◆ The task ◆
Please look for the string "Privada" below and report every line in which it occurs.

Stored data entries
BEGIN
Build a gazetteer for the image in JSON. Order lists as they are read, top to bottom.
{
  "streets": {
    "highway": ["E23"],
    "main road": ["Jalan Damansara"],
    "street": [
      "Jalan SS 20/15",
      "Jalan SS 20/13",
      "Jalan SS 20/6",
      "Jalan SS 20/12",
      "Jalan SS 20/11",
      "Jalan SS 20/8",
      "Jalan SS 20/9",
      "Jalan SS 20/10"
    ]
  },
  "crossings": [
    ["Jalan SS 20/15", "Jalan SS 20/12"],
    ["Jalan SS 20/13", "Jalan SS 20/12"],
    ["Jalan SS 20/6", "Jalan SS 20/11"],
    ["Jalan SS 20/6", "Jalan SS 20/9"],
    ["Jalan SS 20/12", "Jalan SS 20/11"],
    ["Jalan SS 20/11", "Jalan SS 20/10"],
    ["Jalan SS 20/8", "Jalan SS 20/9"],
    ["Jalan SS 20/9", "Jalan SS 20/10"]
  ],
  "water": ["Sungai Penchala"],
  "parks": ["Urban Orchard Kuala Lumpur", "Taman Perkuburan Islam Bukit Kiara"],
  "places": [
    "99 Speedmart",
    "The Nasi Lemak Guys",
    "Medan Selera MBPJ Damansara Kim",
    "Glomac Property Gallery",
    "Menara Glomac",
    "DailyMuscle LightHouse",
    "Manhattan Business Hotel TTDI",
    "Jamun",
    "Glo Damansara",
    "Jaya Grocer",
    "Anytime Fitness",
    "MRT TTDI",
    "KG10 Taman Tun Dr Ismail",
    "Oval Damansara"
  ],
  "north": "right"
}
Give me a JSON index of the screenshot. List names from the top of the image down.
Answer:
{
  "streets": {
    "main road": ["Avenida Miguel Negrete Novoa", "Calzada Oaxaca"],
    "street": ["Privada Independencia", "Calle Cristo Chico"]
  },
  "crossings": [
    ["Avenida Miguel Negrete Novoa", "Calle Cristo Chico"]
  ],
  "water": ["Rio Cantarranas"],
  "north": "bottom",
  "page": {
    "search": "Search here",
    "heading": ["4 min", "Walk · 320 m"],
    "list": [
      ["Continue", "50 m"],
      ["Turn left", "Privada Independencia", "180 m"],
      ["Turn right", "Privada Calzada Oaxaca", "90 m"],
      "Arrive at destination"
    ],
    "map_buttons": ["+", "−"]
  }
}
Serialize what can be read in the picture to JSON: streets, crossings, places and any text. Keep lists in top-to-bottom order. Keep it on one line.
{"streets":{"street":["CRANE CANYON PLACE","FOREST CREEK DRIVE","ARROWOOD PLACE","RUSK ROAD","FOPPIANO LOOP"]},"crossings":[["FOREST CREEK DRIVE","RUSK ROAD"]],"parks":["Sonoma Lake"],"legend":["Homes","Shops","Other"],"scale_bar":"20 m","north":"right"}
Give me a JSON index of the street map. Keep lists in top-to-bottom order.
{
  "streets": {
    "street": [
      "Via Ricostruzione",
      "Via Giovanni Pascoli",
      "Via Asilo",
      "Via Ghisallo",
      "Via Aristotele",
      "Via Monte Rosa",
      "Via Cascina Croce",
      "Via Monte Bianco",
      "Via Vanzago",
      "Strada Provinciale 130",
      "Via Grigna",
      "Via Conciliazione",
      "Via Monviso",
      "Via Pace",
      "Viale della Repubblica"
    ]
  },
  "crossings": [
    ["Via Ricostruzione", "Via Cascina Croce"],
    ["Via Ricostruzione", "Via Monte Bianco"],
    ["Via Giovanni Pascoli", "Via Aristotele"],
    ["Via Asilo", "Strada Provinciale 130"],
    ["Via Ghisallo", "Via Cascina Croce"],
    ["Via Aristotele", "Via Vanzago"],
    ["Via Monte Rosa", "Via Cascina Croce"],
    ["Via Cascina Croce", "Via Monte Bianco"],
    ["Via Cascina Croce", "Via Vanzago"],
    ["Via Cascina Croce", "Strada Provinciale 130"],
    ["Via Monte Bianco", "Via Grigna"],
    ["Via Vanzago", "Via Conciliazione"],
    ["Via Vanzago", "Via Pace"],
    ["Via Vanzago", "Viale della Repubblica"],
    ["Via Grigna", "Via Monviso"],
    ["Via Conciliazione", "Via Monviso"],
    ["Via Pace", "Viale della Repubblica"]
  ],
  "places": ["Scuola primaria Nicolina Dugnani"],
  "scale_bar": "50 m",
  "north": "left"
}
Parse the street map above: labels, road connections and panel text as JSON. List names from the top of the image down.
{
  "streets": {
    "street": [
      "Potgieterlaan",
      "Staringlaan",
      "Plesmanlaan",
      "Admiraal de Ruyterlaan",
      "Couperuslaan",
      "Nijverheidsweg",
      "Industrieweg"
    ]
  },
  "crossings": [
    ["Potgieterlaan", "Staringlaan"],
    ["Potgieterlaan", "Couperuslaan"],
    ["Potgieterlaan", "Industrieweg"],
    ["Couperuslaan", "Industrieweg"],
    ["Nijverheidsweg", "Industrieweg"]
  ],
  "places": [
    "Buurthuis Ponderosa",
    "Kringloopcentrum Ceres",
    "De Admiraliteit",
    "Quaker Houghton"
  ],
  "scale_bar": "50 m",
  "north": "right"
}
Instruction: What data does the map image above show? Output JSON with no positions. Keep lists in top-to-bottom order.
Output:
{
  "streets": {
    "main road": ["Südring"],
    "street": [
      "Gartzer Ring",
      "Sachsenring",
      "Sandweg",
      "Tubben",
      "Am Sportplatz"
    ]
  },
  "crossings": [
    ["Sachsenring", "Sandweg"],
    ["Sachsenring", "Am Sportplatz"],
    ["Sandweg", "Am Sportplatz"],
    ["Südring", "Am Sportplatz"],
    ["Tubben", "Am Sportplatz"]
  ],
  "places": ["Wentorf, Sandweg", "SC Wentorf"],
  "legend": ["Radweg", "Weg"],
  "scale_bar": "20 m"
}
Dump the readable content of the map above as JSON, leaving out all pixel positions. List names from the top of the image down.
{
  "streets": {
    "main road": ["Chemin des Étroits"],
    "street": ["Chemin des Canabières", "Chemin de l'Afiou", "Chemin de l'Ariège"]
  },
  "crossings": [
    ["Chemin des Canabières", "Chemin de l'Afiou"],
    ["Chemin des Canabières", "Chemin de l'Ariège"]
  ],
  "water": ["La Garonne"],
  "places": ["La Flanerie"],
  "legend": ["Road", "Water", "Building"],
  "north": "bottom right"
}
END
◆ Result for this task ◆
    "street": ["Privada Independencia", "Calle Cristo Chico"]
      ["Turn left", "Privada Independencia", "180 m"],
      ["Turn right", "Privada Calzada Oaxaca", "90 m"],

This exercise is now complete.